● **Work to complete**
Write the records below out again. Match them exactly.

● **Extracted material**
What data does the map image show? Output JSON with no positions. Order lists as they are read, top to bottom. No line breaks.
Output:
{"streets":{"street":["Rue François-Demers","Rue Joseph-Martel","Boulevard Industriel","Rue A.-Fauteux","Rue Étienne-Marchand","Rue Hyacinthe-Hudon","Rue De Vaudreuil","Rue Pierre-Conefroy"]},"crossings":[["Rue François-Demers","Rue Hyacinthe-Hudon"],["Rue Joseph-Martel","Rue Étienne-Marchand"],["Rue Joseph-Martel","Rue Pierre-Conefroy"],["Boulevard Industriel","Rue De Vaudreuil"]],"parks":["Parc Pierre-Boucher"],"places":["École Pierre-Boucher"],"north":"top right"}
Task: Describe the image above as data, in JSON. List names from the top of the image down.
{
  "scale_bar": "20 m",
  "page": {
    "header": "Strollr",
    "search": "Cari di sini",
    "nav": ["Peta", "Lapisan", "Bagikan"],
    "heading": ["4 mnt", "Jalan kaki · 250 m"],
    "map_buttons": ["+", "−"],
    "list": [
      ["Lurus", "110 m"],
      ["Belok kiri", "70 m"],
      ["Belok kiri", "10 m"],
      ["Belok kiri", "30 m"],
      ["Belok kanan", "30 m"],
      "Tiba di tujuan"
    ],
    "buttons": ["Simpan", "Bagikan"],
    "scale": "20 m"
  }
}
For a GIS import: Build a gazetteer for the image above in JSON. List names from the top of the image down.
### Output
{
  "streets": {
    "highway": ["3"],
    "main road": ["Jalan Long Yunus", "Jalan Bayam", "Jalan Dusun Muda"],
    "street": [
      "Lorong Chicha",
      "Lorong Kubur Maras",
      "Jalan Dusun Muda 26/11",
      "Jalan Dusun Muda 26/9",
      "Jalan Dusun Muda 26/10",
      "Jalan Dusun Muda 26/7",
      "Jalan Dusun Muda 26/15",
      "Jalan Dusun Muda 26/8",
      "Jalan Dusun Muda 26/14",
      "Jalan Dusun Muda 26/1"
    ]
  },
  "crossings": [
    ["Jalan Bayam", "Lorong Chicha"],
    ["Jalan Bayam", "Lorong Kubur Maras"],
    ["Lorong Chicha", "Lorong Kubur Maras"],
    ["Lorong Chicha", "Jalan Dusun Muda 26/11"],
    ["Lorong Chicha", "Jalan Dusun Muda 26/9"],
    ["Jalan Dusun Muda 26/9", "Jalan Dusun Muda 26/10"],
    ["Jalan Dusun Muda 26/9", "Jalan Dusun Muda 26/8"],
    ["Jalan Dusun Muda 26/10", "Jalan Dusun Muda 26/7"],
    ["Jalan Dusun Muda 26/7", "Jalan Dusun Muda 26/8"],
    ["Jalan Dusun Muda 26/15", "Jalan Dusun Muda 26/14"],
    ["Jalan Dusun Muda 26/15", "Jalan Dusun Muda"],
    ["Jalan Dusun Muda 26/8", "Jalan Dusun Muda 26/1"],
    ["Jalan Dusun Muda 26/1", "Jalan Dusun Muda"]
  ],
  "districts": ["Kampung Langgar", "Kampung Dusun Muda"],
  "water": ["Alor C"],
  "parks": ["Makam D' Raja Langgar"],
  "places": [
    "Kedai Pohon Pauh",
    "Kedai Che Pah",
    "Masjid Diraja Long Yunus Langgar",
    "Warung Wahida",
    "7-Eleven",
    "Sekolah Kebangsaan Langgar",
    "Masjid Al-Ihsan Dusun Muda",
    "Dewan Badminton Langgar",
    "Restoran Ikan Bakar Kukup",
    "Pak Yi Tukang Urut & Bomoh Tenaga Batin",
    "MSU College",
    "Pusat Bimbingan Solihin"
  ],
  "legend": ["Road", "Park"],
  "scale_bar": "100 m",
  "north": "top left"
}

● **Result below**
What data does the map image show? Output JSON with no positions. Order lists as they are read, top to bottom. No line breaks.
Output:
{"streets":{"street":["Rue François-Demers","Rue Joseph-Martel","Boulevard Industriel","Rue A.-Fauteux","Rue Étienne-Marchand","Rue Hyacinthe-Hudon","Rue De Vaudreuil","Rue Pierre-Conefroy"]},"crossings":[["Rue François-Demers","Rue Hyacinthe-Hudon"],["Rue Joseph-Martel","Rue Étienne-Marchand"],["Rue Joseph-Martel","Rue Pierre-Conefroy"],["Boulevard Industriel","Rue De Vaudreuil"]],"parks":["Parc Pierre-Boucher"],"places":["École Pierre-Boucher"],"north":"top right"}
Task: Describe the image above as data, in JSON. List names from the top of the image down.
{
  "scale_bar": "20 m",
  "page": {
    "header": "Strollr",
    "search": "Cari di sini",
    "nav": ["Peta", "Lapisan", "Bagikan"],
    "heading": ["4 mnt", "Jalan kaki · 250 m"],
    "map_buttons": ["+", "−"],
    "list": [
      ["Lurus", "110 m"],
      ["Belok kiri", "70 m"],
      ["Belok kiri", "10 m"],
      ["Belok kiri", "30 m"],
      ["Belok kanan", "30 m"],
      "Tiba di tujuan"
    ],
    "buttons": ["Simpan", "Bagikan"],
    "scale": "20 m"
  }
}
For a GIS import: Build a gazetteer for the image above in JSON. List names from the top of the image down.
### Output
{
  "streets": {
    "highway": ["3"],
    "main road": ["Jalan Long Yunus", "Jalan Bayam", "Jalan Dusun Muda"],
    "street": [
      "Lorong Chicha",
      "Lorong Kubur Maras",
      "Jalan Dusun Muda 26/11",
      "Jalan Dusun Muda 26/9",
      "Jalan Dusun Muda 26/10",
      "Jalan Dusun Muda 26/7",
      "Jalan Dusun Muda 26/15",
      "Jalan Dusun Muda 26/8",
      "Jalan Dusun Muda 26/14",
      "Jalan Dusun Muda 26/1"
    ]
  },
  "crossings": [
    ["Jalan Bayam", "Lorong Chicha"],
    ["Jalan Bayam", "Lorong Kubur Maras"],
    ["Lorong Chicha", "Lorong Kubur Maras"],
    ["Lorong Chicha", "Jalan Dusun Muda 26/11"],
    ["Lorong Chicha", "Jalan Dusun Muda 26/9"],
    ["Jalan Dusun Muda 26/9", "Jalan Dusun Muda 26/10"],
    ["Jalan Dusun Muda 26/9", "Jalan Dusun Muda 26/8"],
    ["Jalan Dusun Muda 26/10", "Jalan Dusun Muda 26/7"],
    ["Jalan Dusun Muda 26/7", "Jalan Dusun Muda 26/8"],
    ["Jalan Dusun Muda 26/15", "Jalan Dusun Muda 26/14"],
    ["Jalan Dusun Muda 26/15", "Jalan Dusun Muda"],
    ["Jalan Dusun Muda 26/8", "Jalan Dusun Muda 26/1"],
    ["Jalan Dusun Muda 26/1", "Jalan Dusun Muda"]
  ],
  "districts": ["Kampung Langgar", "Kampung Dusun Muda"],
  "water": ["Alor C"],
  "parks": ["Makam D' Raja Langgar"],
  "places": [
    "Kedai Pohon Pauh",
    "Kedai Che Pah",
    "Masjid Diraja Long Yunus Langgar",
    "Warung Wahida",
    "7-Eleven",
    "Sekolah Kebangsaan Langgar",
    "Masjid Al-Ihsan Dusun Muda",
    "Dewan Badminton Langgar",
    "Restoran Ikan Bakar Kukup",
    "Pak Yi Tukang Urut & Bomoh Tenaga Batin",
    "MSU College",
    "Pusat Bimbingan Solihin"
  ],
  "legend": ["Road", "Park"],
  "scale_bar": "100 m",
  "north": "top left"
}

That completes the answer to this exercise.